About this task:
Among the entries, which lines carry the string "names"? Copy every one.

Available data:

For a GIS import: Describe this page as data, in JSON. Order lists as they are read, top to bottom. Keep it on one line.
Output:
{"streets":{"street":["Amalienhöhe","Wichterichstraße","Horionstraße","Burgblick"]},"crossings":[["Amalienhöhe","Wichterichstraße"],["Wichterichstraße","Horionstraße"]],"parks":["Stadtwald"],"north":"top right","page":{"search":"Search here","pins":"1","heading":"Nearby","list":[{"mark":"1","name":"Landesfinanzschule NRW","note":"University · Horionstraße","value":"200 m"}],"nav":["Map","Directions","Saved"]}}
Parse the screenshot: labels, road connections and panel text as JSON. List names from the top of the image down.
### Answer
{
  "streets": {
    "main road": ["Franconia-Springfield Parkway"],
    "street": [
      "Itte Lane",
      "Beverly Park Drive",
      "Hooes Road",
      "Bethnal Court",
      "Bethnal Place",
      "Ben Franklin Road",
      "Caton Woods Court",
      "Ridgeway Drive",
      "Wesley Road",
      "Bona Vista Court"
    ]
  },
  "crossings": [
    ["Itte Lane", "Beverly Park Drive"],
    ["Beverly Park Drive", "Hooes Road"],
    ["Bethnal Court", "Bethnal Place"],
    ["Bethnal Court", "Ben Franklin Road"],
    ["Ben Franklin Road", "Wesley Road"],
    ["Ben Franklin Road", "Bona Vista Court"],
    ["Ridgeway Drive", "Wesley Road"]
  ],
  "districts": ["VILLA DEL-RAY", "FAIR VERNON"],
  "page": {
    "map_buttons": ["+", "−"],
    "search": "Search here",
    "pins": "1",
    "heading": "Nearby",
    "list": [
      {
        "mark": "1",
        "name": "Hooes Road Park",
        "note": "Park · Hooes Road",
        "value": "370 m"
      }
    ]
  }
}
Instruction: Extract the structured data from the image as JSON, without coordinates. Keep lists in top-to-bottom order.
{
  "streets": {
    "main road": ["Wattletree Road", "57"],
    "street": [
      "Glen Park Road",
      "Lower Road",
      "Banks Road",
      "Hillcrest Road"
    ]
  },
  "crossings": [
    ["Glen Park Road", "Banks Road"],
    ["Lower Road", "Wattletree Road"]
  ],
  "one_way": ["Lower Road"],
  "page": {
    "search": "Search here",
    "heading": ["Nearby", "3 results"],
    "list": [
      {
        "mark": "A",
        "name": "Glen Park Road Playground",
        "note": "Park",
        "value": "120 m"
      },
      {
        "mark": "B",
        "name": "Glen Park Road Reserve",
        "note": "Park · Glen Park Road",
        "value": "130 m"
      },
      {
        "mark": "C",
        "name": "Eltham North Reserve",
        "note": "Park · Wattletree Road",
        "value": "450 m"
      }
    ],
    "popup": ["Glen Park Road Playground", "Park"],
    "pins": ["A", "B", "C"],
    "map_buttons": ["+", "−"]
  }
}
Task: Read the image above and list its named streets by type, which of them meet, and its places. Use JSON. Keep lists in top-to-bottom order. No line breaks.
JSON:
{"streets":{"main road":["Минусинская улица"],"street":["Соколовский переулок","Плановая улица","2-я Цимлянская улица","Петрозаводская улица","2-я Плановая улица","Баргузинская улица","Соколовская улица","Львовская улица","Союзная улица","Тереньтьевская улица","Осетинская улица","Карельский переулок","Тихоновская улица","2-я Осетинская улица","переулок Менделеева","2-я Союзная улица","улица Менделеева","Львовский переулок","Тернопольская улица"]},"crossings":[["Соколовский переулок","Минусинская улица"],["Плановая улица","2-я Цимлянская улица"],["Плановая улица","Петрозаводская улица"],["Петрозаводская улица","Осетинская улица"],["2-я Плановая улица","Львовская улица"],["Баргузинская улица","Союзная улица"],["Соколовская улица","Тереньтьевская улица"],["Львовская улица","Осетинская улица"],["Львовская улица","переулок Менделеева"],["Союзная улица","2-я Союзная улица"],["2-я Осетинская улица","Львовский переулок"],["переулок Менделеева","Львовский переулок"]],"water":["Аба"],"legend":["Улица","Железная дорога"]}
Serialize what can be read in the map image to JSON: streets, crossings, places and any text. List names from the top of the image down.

Reply:
Parse the screenshot: labels, road connections and panel text as JSON. List names from the top of the image down.
Serialize what can be read in the map image to JSON: streets, crossings, places and any text. List names from the top of the image down.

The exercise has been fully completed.